Une révélation pour moi qui croyais jusque là qu’elle s’en était sortie seule à force de bravoure et de volonté. Il me semblait que cette femme ne cessait de s’empêtrer dans ses contradictions, que la belle et forte Sara n’était pas si différente des jeunes Cagliaritains que je côtoyais tous les jours. Vivre en bande, c’était tellement plus rassurant – et plus commode – que de s’exposer au risque de la solitude. Toutes mes illusions venaient de là : au lieu de voir la Sardaigne telle qu’elle était, je lui avais appliqué mes émotions, mes problèmes, mon propre désir d’autonomie. Même l’héroïne qui circulait dans l’île reflétait la loi du troupeau : on se passait la seringue, on planait ensemble, anesthésié de tout… Sans savoir, au fond, où s’arrêtait le conformisme et où commençait la rébellion. C’était à la fois un acte né du dégoût, de l’amertume et de l’insoumission. Un dernier rempart au deuil. Que leurs yeux fussent verts, en souvenir des pirates de la mer, ou noirs comme leurs ancêtres espagnols, tous étaient inhabités, ils portaient la béance des temples à puits au fond de leur regard. Cette vieille habitude ancestrale de fuir, de se tourner vers l’intérieur prenait certes un aspect générationnel, mais c’était toujours la même histoire de rebellions avortées, de souffrances et de révoltes étouffées. Une histoire qui venait de très loin… Le vestige d’un monde englouti, d’une révolte erronée. D’une façon ou d’une autre, on voulait retrouver, dans l’assimilation imaginaire du proche et du semblable, dans cette terrible volonté de nivellement, un sentiment d’appartenance, de fraternité. « Etre-Sarde », en quelque sorte, demeurait une affaire de famille.

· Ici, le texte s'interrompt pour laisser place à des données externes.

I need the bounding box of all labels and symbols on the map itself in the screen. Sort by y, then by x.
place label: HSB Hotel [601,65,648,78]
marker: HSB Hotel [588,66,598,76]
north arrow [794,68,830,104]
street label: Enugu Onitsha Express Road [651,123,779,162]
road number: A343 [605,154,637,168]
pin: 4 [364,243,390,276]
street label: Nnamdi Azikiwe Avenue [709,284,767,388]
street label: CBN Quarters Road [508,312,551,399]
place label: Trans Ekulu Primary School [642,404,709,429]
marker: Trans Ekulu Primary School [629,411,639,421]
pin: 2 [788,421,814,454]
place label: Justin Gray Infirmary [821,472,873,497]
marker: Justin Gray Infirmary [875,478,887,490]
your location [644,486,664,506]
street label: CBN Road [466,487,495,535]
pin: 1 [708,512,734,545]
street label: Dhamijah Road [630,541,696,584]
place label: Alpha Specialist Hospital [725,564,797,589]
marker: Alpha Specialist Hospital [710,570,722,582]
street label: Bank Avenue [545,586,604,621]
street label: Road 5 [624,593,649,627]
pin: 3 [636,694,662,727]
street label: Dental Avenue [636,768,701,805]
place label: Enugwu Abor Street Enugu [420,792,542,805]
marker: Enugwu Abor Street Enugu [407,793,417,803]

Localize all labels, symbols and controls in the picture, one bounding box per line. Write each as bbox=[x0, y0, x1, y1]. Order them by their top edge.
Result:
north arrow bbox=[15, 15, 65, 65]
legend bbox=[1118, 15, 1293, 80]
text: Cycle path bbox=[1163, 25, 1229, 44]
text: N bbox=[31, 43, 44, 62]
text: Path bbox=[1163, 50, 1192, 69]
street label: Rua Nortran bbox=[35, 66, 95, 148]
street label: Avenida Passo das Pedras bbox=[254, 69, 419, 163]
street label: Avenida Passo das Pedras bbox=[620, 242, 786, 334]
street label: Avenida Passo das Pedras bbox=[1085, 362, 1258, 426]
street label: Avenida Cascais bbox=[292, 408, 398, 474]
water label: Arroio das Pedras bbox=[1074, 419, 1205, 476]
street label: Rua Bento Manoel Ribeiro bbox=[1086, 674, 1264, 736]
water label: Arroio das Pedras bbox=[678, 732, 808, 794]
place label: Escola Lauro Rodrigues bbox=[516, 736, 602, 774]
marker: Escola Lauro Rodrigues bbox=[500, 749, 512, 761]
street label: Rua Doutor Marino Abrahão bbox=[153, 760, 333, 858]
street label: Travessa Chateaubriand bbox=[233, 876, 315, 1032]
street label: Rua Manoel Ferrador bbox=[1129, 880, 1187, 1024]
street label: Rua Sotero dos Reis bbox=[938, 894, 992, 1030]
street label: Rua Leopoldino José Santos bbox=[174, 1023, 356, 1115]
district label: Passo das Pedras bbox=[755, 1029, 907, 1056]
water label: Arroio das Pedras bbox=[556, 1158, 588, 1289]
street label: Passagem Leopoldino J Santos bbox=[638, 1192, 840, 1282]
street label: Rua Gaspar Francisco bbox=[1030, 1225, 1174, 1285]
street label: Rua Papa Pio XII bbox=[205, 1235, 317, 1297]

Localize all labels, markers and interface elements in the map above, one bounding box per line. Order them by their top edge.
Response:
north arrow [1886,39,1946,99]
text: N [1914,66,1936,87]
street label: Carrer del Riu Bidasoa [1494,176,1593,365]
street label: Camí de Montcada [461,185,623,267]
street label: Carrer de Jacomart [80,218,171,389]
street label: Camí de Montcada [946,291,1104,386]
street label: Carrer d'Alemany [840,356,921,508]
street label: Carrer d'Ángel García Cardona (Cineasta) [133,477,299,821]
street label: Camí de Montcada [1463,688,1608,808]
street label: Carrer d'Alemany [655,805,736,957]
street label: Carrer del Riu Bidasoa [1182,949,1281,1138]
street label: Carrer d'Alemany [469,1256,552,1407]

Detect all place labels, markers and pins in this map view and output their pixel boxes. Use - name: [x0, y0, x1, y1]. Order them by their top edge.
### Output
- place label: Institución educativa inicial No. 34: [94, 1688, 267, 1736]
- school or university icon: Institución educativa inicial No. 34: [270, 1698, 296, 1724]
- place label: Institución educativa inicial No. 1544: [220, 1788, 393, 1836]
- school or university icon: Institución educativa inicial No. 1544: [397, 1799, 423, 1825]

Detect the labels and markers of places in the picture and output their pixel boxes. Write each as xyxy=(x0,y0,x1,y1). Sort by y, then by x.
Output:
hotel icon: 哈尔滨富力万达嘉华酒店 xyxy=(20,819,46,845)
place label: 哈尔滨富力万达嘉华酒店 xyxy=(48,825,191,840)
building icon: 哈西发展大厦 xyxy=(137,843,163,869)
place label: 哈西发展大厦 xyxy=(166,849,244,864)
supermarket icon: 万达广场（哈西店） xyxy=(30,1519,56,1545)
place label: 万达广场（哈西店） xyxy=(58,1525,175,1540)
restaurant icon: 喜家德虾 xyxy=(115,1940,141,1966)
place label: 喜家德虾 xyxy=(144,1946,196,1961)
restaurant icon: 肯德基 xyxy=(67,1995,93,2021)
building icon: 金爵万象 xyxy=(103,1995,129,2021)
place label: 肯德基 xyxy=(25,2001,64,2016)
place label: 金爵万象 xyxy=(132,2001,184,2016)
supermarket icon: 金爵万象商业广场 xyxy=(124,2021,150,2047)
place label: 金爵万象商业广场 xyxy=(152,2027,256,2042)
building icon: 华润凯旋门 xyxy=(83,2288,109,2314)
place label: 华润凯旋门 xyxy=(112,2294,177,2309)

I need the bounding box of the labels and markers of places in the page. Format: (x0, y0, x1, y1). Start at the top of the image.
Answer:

J’ai compris alors que Sara ne m’aiderait en rien et que je n’aurais à compter que sur ma seule volonté pour trouver ma place et peut-être la paix. Ce n’était pas dans l’Autre que je devais chercher, c’était en moi-même. Telle était l’unique chance possible de me délivrer de cet engrenage sans fin. Au bout de quatre ans, je n’étais plus comme l’enfant balbutiante du début qui émettait des signes de ressemblance, je leur cassais les pieds avec mes histoires ! autrement dit les bonbons, rompevo i coglioni, supports de la manifestation toute-puissante de la Béatitude, de la Grande Mère sans miséricorde. Pauvre de moi, briseuse d’idoles ! Car ils cherchaient à me courber, me briser en retour, montrant avec affectation qu’ils avaient un grand nombre d’amis et pouvaient, par conséquent, se passer fort bien de moi.. Après tout, j’étais arrivée sur l’île, sans y être invitée ni désirée. Je l’avais bien voulu. Je ne pouvais m’empêcher d’être piquée au vif. La vie en Sardaigne, dans de telles conditions, devenait une souffrance, puisque je ne comptais pas. Tout effort pour atteindre l’autre étant régulièrement mis en échec. Comment agir de façon à ne pas rouvrir sans cesse la boîte de Pandore où brûlait le feu des passions, du châtiment, de la vengeance ? En disant toujours oui ? Le saurai-je un jour ?
* * *
Derrière la citadelle, les douces ombres violettes du soir descendaient silencieusement sur Cagliari. J’aimais me laisser bercer par la voix chantante de Rossana, tandis que la chaudière à gaz ronronnait. Tout dormait dans la ville, battue par le vent, et plus la nuit avançait, plus le passé s’imposait.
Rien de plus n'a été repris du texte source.